Collected data entries
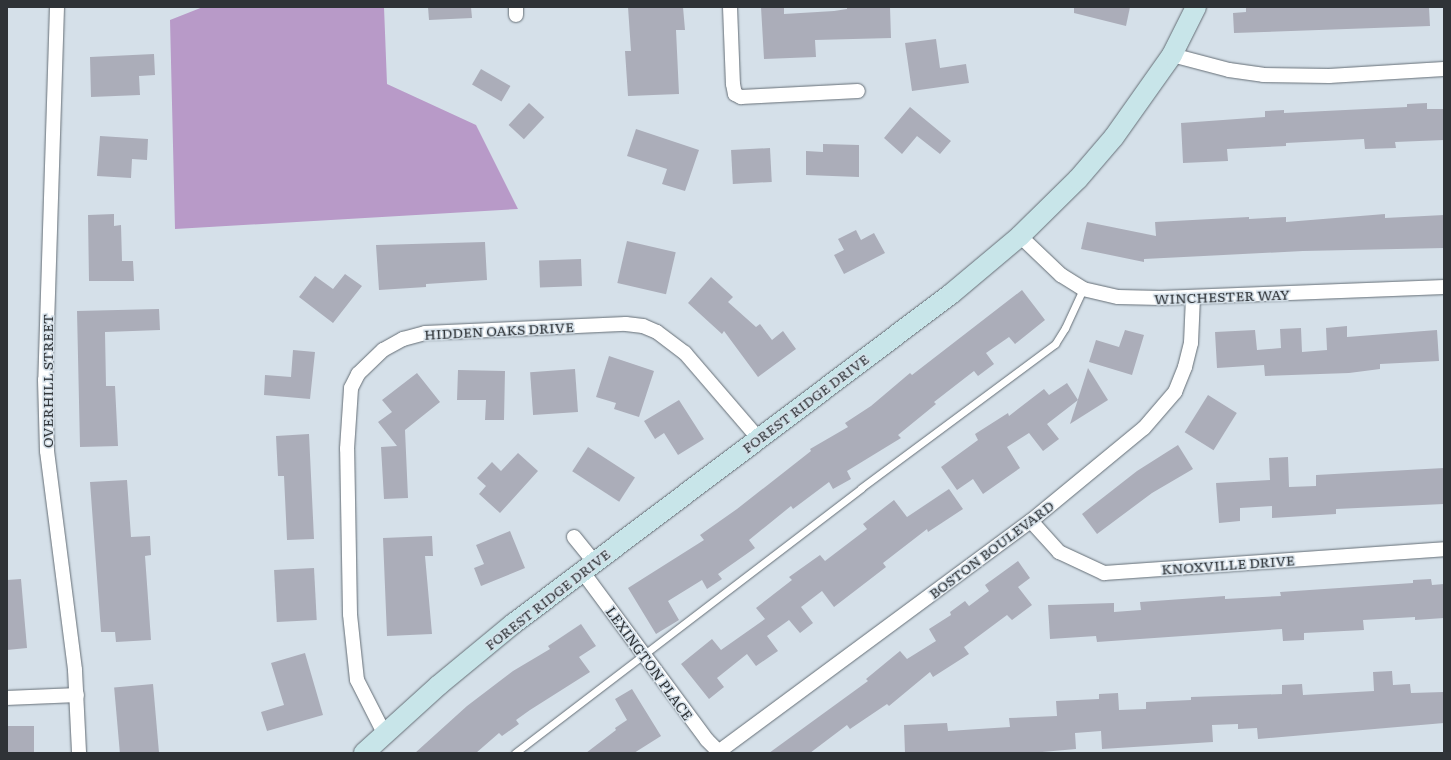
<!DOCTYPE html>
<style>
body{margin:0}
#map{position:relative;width:1451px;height:760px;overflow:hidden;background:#d5e0e9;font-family:Literata,serif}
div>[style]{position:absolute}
.forest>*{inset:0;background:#b89ac8}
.building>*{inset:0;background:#abadb9;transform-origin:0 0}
.roads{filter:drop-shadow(0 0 1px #656e76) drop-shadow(0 0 1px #656e76)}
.service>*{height:7px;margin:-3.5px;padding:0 3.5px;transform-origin:3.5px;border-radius:3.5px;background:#fff}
.minor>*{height:14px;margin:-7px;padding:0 7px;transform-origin:7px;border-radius:7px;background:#fff}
.secondary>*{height:20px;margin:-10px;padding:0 10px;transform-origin:10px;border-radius:10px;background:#c8e5e9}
span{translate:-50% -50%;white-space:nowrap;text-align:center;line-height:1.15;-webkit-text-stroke:3px #d5e0e9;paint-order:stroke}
.street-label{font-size:14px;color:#2f3337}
.frame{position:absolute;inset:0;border:8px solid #2f3337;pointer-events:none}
</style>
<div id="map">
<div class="forest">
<i style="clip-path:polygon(203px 7px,384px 7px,387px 84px,476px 125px,518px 209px,175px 229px,170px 20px)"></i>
</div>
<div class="building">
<i style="clip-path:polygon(428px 7px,471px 7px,472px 18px,429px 20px)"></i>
<i style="clip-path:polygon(628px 7px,683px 7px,685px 30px,676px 30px,679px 94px,628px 96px,625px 51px,631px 51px)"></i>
<i style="clip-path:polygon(761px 7px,784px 7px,784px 14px,834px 11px,847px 9px,847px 7px,890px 7px,891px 38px,815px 40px,816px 57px,764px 59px)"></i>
<i style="clip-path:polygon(1074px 7px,1130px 7px,1126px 26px,1074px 13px)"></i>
<i style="clip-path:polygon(1246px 7px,1429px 7px,1430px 26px,1234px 33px,1233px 13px,1246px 12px)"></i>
<i style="clip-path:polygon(936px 39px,940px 68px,966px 64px,969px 83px,912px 91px,905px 43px)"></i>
<i style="clip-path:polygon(154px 54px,155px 75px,139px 76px,140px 95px,91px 97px,90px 57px)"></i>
<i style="left:481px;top:69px;width:34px;height:18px;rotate:30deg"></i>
<i style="left:529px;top:103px;width:21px;height:30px;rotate:43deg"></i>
<i style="clip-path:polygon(1427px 103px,1427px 109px,1444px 109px,1444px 140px,1395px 142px,1396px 148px,1365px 149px,1364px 139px,1286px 143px,1286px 146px,1227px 149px,1228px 161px,1183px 163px,1181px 123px,1265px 117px,1265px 111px,1284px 110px,1284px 113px,1407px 107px,1407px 104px)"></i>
<i style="clip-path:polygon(910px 107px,951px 141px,940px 154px,917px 136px,902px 154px,884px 138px)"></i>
<i style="clip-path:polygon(636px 129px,699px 150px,685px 191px,662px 184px,667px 169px,627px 156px)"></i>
<i style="clip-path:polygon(100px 136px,148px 139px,147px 160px,132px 159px,131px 178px,97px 176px)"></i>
<i style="clip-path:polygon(823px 144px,859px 145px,859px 177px,806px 175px,806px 151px,823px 152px)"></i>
<i style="left:770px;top:148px;width:34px;height:39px;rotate:87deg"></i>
<i style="clip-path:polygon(114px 214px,114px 226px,121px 225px,122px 261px,133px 261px,134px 281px,89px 281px,88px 215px)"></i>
<i style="clip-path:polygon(1385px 214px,1385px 218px,1444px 215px,1444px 248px,1303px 251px,1144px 259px,1144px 262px,1081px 249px,1087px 222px,1156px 236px,1155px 222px,1249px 217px,1249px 219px,1286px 217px,1286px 222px)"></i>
<i style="clip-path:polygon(856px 230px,861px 240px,874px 233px,885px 253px,844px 274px,834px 255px,844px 250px,838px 239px)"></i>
<i style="left:627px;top:241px;width:50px;height:43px;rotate:13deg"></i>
<i style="clip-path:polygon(485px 242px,487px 280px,426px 284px,426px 287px,379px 290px,376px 245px)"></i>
<i style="left:581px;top:259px;width:27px;height:42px;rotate:88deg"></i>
<i style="clip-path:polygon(345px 274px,362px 286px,333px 323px,299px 297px,315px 276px,333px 289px)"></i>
<i style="clip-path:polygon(711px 277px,733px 297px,728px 302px,756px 327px,760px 324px,772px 340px,783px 331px,796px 349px,758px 377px,724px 331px,722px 334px,688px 303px)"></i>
<i style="clip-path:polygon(1022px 290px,1045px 320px,1015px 344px,1009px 337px,986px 353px,994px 364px,978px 376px,974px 371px,934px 402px,936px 404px,898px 435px,901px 438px,847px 471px,851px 479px,833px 489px,829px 482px,793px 509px,791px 506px,749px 540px,755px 548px,718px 574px,722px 579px,707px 589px,702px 580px,668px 601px,679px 620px,656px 634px,628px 588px,704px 540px,700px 535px,737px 509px,811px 451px,810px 449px,848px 427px,845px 423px,871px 406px,910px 373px,912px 375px)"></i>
<i style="clip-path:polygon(159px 309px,160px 330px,105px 332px,106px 386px,115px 386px,118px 446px,80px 447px,77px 311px)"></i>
<i style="clip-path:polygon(1347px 326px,1347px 337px,1437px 330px,1439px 361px,1380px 364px,1380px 369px,1349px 373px,1265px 376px,1264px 365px,1217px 368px,1215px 332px,1255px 330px,1257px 350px,1281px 348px,1280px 329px,1301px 328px,1302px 352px,1327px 350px,1326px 328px)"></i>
<i style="clip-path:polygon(1125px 330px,1144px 335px,1132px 375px,1089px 362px,1096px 340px,1119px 347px)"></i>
<i style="clip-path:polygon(293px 350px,315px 352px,310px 399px,264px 395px,265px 375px,291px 377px)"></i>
<i style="clip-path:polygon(609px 356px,654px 371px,639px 417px,614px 409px,616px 403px,596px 397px)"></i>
<i style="clip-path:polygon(1088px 368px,1108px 400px,1070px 424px)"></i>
<i style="left:575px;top:369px;width:43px;height:45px;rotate:86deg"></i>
<i style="clip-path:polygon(458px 370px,505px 371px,504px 420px,485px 420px,486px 400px,457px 400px)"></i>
<i style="clip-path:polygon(417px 373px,440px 402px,405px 430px,408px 498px,384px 499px,381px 447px,397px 446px,378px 422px,392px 412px,382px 400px)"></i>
<i style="clip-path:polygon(1067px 383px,1078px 400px,1047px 424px,1059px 439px,1043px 451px,1029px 433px,1007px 447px,1020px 468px,983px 494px,973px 479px,957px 490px,941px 467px,978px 440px,975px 434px,1008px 413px,1009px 416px,1044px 389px,1049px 395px)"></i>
<i style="left:1208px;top:395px;width:34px;height:44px;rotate:32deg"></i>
<i style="clip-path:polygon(679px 400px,704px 439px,678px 455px,664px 433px,655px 439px,644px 421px)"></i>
<i style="clip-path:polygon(309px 434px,314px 539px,287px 540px,284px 476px,278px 476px,276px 436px)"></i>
<i style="clip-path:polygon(1178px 445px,1193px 469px,1152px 493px,1097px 534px,1082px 514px,1137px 471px)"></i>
<i style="left:588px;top:447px;width:56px;height:29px;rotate:33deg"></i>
<i style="clip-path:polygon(518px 453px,538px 471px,500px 513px,479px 494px,486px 486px,477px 478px,492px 462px,501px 471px)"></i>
<i style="clip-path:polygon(1288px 457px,1289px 487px,1316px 486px,1316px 475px,1444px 468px,1444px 504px,1336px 509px,1336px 514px,1272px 518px,1272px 506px,1240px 508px,1240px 521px,1219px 523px,1216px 483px,1270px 480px,1269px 458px)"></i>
<i style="clip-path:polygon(127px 480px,131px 537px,150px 536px,151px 555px,145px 556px,151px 640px,116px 642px,115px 632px,101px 632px,90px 482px)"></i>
<i style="clip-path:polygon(949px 489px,963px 509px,928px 532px,927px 529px,883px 563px,886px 567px,834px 607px,822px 591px,801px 607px,813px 623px,800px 633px,789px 620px,767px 636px,778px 651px,756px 666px,747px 654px,717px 678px,724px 687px,709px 699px,681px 664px,712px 639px,721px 650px,765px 619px,756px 608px,792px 580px,789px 577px,820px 555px,825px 561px,867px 529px,863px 524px,894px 500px,907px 517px)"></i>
<i style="clip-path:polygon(510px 531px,525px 568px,481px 586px,474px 568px,484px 564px,476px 545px)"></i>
<i style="clip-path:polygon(432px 536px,433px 556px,425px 556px,432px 634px,387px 636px,383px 538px)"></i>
<i style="clip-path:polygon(1018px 561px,1030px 578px,1018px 587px,1032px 605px,1012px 620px,1007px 615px,964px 647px,969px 654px,933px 677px,930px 672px,889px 706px,887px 704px,850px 729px,847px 725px,810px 753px,769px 753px,868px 681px,866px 679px,900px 651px,907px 659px,936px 641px,929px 629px,951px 615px,950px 612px,965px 601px,969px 606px,989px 591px,985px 585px)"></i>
<i style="left:314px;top:568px;width:52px;height:40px;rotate:87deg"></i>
<i style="clip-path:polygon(21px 579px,27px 648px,7px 650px,7px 580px)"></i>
<i style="clip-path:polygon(1431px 579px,1432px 585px,1444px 584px,1444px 618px,1415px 620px,1415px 617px,1363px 620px,1364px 630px,1304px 633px,1304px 640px,1283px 641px,1282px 629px,1097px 642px,1096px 636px,1050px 639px,1048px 605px,1114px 603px,1114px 612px,1141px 610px,1140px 602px,1225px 596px,1225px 599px,1281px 596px,1280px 592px,1413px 583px,1413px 580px)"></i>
<i style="clip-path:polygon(581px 624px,596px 646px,579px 657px,590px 672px,530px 710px,516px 720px,519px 724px,502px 736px,499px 733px,476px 753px,415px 753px,467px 706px,513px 671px,550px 649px,548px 646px)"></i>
<i style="clip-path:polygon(305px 653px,323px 715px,267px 731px,261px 712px,284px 705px,271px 663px)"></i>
<i style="clip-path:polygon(1392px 671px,1393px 685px,1410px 684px,1411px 693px,1444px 692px,1444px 723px,1258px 739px,1257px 728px,1238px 729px,1238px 724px,1212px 725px,1213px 742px,1102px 749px,1101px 731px,1075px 733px,1076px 749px,1031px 753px,905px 753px,904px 725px,947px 723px,948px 731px,1010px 727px,1009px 718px,1057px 716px,1056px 701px,1099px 699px,1099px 694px,1118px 693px,1119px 710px,1146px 709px,1146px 702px,1191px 700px,1191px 697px,1282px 694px,1282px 685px,1302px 684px,1303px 695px,1374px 691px,1373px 672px)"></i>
<i style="left:153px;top:684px;width:69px;height:39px;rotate:85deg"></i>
<i style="clip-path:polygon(632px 689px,661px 736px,634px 753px,586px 753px,616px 730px,615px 728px,627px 720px,615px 699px)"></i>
<i style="left:7px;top:726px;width:27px;height:27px"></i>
</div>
<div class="roads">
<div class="service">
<i style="left:515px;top:753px;width:436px;rotate:-37.4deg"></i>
<i style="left:861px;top:488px;width:242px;rotate:-36.6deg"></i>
<i style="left:1055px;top:344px;width:19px;rotate:-58deg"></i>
<i style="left:1065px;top:328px;width:43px;rotate:-65.2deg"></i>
</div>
<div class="minor">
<i style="left:57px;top:7px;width:373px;rotate:91.8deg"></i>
<i style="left:45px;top:380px;width:71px;rotate:88.4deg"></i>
<i style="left:47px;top:451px;width:221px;rotate:82.7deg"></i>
<i style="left:75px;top:670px;width:83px;rotate:87.2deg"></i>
<i style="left:516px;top:7px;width:8px;rotate:90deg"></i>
<i style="left:730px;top:7px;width:77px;rotate:87.8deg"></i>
<i style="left:733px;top:84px;width:10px;rotate:79deg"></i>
<i style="left:735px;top:94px;width:7px;rotate:27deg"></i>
<i style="left:741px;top:97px;width:117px;rotate:-2.9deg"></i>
<i style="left:1172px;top:55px;width:59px;rotate:14.7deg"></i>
<i style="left:1229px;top:70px;width:34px;rotate:8deg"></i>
<i style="left:1263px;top:75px;width:66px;rotate:0.9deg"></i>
<i style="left:1329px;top:76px;width:115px;rotate:-3.5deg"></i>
<i style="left:1020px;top:236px;width:57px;rotate:43.6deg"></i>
<i style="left:1061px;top:275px;width:26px;rotate:32deg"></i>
<i style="left:1083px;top:289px;width:36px;rotate:13deg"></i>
<i style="left:1118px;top:297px;width:43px;rotate:1.3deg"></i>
<i style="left:1161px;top:298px;width:283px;rotate:-2.2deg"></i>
<i style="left:1031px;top:521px;width:42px;rotate:47.9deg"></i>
<i style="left:1059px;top:552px;width:50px;rotate:25deg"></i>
<i style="left:1104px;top:573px;width:341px;rotate:-4deg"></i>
<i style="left:574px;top:537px;width:32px;rotate:51deg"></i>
<i style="left:582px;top:571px;width:210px;rotate:53.5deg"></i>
<i style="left:707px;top:740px;width:18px;rotate:45deg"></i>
<i style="left:7px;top:698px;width:70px;rotate:-2.5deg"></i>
<i style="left:384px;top:733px;width:59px;rotate:-117deg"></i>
<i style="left:357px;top:680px;width:66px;rotate:-96.1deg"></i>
<i style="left:350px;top:614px;width:165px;rotate:-91deg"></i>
<i style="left:347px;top:449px;width:61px;rotate:-86.2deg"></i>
<i style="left:351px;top:388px;width:16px;rotate:-63deg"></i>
<i style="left:358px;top:374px;width:35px;rotate:-44deg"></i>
<i style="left:383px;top:350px;width:23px;rotate:-29deg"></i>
<i style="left:403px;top:339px;width:23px;rotate:-15deg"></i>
<i style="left:425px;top:333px;width:201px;rotate:-2.6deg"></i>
<i style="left:626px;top:324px;width:17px;rotate:7deg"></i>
<i style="left:643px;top:326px;width:15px;rotate:23deg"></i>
<i style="left:657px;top:332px;width:35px;rotate:37deg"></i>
<i style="left:685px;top:353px;width:112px;rotate:49.3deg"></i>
<i style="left:717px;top:753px;width:390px;rotate:-36.5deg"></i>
<i style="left:1031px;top:521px;width:146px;rotate:-39.5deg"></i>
<i style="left:1144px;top:428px;width:48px;rotate:-49.3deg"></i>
<i style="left:1175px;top:392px;width:27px;rotate:-68deg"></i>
<i style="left:1185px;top:367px;width:25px;rotate:-76deg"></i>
<i style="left:1191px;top:343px;width:46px;rotate:-87.5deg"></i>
</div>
<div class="secondary">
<i style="left:364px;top:753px;width:101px;rotate:-42.2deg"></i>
<i style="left:439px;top:685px;width:96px;rotate:-39.5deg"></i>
<i style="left:513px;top:624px;width:548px;rotate:-37deg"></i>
<i style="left:951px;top:294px;width:90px;rotate:-40deg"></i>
<i style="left:1020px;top:236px;width:81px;rotate:-44.5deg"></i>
<i style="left:1078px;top:179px;width:55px;rotate:-49.4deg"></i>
<i style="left:1114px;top:137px;width:100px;rotate:-54.7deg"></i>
<i style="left:1172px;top:55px;width:54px;rotate:-63.4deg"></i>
</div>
</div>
<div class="street-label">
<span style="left:1222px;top:296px;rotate:-2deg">WINCHESTER WAY</span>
<span style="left:499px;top:330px;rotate:-3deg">HIDDEN OAKS DRIVE</span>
<span style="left:47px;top:381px;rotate:-90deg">OVERHILL STREET</span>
<span style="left:805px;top:403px;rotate:-37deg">FOREST RIDGE DRIVE</span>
<span style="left:991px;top:549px;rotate:-37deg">BOSTON BOULEVARD</span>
<span style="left:1228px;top:564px;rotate:-4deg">KNOXVILLE DRIVE</span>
<span style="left:547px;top:599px;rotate:-38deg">FOREST RIDGE DRIVE</span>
<span style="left:650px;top:663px;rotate:54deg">LEXINGTON PLACE</span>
</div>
<div class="frame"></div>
</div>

## [PROBLEM TO WORK ON]
What is needed is an exact copy of the lines from the beginning of the data through the line containing "1px #656e76) drop-shadow(0", both included, without any pictures.

## [WORKED SOLUTION]
<!DOCTYPE html>
<style>
body{margin:0}
#map{position:relative;width:1451px;height:760px;overflow:hidden;background:#d5e0e9;font-family:Literata,serif}
div>[style]{position:absolute}
.forest>*{inset:0;background:#b89ac8}
.building>*{inset:0;background:#abadb9;transform-origin:0 0}
.roads{filter:drop-shadow(0 0 1px #656e76) drop-shadow(0 0 1px #656e76)}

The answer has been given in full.